### YOUR INSTRUCTIONS
Reproduce each line from the first in the data through the line that contains "inset:0; background:#759eaf; transform-origin:0" exactly; give nothing else.

<<<<

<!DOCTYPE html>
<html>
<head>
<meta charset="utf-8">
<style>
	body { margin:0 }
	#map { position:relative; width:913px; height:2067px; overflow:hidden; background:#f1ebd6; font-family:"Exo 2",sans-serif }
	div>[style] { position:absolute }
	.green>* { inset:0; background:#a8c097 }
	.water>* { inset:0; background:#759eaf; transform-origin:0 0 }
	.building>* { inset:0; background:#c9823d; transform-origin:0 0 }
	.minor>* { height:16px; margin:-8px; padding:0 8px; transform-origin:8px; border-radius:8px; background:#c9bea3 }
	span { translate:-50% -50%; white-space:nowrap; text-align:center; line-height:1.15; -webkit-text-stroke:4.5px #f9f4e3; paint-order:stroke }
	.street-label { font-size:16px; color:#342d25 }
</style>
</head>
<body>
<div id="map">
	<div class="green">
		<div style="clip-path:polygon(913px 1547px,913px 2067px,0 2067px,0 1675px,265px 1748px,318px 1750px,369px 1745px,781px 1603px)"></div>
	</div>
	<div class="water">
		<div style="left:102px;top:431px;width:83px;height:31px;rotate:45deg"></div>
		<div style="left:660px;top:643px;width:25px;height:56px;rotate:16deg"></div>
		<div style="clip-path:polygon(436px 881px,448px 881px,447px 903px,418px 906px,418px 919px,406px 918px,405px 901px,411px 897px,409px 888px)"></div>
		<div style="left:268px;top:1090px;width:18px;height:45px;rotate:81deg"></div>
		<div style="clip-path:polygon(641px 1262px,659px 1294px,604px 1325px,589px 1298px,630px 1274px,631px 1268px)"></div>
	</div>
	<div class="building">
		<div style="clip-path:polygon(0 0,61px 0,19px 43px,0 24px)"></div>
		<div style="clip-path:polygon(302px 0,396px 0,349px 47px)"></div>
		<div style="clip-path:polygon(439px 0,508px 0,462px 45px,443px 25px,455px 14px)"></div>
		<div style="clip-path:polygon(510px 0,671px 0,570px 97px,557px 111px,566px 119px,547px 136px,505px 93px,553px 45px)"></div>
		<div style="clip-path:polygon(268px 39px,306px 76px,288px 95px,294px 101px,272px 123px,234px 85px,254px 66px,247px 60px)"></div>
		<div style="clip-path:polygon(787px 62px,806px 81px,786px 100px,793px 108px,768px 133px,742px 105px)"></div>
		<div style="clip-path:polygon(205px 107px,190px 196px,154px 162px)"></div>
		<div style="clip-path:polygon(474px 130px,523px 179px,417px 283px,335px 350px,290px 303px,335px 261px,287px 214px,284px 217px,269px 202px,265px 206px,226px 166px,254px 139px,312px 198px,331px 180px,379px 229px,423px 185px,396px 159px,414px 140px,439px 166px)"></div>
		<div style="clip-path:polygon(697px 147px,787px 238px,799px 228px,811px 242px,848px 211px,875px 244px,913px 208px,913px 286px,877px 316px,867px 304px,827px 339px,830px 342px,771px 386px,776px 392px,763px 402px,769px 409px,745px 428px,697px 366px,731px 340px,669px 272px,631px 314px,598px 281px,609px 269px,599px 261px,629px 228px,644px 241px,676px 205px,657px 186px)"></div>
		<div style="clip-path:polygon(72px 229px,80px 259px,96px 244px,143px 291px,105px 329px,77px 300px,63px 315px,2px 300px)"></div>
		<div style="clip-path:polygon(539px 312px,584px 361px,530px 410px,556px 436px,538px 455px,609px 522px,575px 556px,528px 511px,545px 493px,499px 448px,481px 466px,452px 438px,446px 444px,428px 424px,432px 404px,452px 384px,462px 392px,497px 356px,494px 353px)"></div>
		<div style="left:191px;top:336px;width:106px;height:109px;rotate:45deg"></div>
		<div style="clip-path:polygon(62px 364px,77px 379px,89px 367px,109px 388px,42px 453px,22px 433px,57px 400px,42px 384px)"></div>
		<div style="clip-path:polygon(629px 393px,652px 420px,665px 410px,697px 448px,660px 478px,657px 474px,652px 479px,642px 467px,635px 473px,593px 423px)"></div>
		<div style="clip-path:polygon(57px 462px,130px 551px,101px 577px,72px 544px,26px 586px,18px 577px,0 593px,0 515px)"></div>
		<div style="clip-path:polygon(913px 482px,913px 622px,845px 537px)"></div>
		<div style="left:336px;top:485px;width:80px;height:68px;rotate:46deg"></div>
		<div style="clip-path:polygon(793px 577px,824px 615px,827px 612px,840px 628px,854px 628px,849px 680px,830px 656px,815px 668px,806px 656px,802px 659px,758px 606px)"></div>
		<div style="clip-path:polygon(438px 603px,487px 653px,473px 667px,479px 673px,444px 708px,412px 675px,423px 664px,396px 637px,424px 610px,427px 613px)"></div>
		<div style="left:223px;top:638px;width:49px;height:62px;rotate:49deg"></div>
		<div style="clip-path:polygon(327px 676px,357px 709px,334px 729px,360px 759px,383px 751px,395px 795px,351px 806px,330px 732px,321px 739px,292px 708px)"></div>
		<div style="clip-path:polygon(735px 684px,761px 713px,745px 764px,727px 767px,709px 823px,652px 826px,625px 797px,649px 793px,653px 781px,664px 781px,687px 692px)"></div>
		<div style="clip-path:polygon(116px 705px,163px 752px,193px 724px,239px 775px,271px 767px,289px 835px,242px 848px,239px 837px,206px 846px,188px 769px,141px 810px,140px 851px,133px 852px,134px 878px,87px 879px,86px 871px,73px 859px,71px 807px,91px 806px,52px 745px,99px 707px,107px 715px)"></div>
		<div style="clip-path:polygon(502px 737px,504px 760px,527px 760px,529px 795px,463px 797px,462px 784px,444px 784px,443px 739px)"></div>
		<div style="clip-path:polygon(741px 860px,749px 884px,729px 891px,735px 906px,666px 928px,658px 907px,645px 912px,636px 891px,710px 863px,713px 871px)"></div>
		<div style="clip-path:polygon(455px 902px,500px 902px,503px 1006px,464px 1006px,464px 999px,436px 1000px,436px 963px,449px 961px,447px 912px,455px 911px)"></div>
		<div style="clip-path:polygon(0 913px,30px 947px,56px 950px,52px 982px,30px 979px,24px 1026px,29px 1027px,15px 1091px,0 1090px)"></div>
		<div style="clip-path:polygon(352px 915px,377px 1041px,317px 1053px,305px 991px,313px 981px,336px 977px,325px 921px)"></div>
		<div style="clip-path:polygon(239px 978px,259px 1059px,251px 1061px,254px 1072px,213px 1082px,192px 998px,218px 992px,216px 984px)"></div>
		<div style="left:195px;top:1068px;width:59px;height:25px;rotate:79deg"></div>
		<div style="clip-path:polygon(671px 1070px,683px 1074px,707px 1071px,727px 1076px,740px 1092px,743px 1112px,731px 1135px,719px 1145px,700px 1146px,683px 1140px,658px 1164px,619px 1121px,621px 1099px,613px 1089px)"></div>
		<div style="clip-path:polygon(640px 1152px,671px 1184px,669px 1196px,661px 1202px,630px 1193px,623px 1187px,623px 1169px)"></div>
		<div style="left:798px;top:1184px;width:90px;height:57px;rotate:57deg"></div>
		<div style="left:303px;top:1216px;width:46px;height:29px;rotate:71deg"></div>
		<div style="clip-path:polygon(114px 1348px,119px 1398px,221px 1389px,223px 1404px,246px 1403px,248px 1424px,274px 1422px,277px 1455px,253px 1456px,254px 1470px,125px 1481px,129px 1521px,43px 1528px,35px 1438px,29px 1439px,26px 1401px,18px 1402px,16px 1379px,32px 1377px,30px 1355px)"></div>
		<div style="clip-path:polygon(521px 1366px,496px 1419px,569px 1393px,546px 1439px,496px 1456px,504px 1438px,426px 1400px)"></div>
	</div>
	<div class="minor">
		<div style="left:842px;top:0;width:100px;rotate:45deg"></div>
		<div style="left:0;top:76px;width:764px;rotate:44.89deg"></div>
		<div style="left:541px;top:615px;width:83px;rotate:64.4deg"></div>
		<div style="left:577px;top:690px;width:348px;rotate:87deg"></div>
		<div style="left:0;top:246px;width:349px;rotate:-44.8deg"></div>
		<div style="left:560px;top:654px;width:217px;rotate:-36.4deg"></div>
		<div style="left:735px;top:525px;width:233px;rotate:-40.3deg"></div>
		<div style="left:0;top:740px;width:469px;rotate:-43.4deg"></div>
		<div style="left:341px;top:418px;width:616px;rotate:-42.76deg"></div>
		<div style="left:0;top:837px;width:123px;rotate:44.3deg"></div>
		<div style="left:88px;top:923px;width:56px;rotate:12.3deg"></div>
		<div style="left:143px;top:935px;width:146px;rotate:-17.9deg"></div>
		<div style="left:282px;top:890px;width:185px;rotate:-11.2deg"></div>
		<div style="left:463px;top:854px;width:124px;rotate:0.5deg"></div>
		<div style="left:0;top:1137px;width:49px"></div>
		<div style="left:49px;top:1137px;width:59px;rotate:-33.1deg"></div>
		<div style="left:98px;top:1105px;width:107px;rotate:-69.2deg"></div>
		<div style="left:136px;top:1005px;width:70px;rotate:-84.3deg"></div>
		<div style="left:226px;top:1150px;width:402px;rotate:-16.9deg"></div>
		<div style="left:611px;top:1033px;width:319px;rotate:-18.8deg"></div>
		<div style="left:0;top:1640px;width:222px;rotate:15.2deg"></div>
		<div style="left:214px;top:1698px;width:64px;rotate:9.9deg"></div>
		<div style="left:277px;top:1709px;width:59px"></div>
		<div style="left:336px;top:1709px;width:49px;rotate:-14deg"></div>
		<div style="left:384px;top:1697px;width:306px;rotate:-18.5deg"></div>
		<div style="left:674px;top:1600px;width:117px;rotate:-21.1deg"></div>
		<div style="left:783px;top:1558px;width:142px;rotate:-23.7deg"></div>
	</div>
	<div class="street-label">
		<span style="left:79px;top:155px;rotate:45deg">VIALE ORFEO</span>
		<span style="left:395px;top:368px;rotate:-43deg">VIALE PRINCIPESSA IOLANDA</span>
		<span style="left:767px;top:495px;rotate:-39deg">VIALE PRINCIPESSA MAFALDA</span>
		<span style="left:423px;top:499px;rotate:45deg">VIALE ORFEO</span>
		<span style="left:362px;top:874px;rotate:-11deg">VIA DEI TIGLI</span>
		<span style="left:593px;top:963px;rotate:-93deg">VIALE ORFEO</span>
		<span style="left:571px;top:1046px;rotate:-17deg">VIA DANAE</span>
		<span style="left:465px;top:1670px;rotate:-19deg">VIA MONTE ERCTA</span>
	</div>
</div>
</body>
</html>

>>>>

### PROBLEM SOLUTION
<!DOCTYPE html>
<html>
<head>
<meta charset="utf-8">
<style>
	body { margin:0 }
	#map { position:relative; width:913px; height:2067px; overflow:hidden; background:#f1ebd6; font-family:"Exo 2",sans-serif }
	div>[style] { position:absolute }
	.green>* { inset:0; background:#a8c097 }
	.water>* { inset:0; background:#759eaf; transform-origin:0 0 }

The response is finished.